В Японии немало храмов, принадлежащих секте дзэн, особенно много их в Киото. По архитектуре они мало отличаются от обычного японского дома, если не считать почти обязательных садов, чаще небольших, но разбитых лучшими художниками, современниками храма и его живописи. В наше время эти храмы скорее играют роль неофициальных музеев живописи и садового искусства. Лет тридцать назад доступ к ним был нелегким. Мне лишь дважды удалось сломить недоверие и упрямство двух охранителей одного из таких храмов, старика и его старухи, чтобы получить возможность увидеть две комнаты этого храма. В памяти моей яснее осталось общее впечатление от этой живописи, чем от подробностей ее изображений. Это была «суйбоку-га» конца XV века. В первой комнате на раздвижных дверях, которые вели в следующую комнату, на левой створке у самого пола, у ног зрителя, было изображено несколько белых домиков, стоящих на самом берегу большой воды, которая занимала и всю правую створку двери. На воде — одна или несколько лодочек, а над всем — беспредельное небо до верхних рам дверей. Зритель обозревает эту картину будто с большой высоты. Какие чувства вызывала она? Она была как бы дверью в широкий мир, свободные просторы, на вольный воздух. Перед ней дышать становилось легче. Во второй комнате живопись была на обратной стороне тех же дверей. На левой створке по ее диагонали, начиная с нижнего левого ее угла, была изображена ветвь сосны. На правой створке, у правой ее рамы внизу стояла фигура человека в кимоно. Оба эти изображения были такой величины, что оставляли на белой бумаге двери много пустоты и сами создавали на ней два ритмических удара. Было ли у художника желание изобразить самые вещи: дома, воду, сосновую ветку, человека? Или же он хотел раскрыть то, что находится за этими вещами, т. е. их реальную сущность, их внутреннее значение, то единственное, что может взволновать человека и что раскрывается только образами искусства и не может быть выражено языком трезвой логики?

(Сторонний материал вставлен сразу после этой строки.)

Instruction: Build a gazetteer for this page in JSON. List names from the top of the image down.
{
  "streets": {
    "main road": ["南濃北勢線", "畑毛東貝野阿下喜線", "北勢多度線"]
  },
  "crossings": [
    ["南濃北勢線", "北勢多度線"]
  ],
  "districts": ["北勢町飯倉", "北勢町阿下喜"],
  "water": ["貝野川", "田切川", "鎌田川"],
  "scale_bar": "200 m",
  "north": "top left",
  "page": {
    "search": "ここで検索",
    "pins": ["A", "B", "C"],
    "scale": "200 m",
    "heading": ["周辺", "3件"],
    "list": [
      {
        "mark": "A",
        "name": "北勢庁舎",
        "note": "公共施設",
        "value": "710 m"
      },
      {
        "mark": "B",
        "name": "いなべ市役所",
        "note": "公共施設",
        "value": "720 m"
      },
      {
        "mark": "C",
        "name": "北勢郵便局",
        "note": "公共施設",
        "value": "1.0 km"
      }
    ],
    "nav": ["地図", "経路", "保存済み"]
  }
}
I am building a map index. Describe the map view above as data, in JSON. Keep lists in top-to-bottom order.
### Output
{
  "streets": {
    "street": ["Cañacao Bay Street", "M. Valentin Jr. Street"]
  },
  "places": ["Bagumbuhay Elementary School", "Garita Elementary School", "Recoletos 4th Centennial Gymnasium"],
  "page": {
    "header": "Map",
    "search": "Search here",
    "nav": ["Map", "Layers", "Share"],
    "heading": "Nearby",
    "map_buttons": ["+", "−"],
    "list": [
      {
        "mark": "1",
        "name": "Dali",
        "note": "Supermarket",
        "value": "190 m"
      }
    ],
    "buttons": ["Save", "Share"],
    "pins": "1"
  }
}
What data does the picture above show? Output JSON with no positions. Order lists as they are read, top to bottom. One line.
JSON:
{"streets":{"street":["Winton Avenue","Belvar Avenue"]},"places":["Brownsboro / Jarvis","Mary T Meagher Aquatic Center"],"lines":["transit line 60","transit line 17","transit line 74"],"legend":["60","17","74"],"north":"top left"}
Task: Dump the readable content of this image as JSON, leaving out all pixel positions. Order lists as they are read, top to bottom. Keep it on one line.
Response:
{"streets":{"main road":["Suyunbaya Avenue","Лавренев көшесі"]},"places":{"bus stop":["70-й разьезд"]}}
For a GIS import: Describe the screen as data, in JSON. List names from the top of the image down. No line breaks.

К сожалению, наши музеи не имеют подлинников художественных произведений классической тушевой живописи, и нам попадает лишь дешевая продукция их поздних эпигонов, а труды наших специалистов по искусству Востока снабжены репродукциями, дающими слабое представление об этом искусстве.
Положение пластического искусства, особенно живописи, в Японии полно противоречий; с одной стороны оно демократично: понятно и дорого всему народу, а кроме того, почти каждый грамотный японец настолько владеет кистью и способен к образному мышлению, что легко закрепляет в свободном, легком наброске возникший у него образ и при желании тут же развивает его в поэтическом трех- или пятистишии. Такими творческими экспромтами в Японии развлекаются на дружеских встречах, и беда нам, европейцам, если мы на них попадаем: увы, мы не на такой короткой ноге с музами!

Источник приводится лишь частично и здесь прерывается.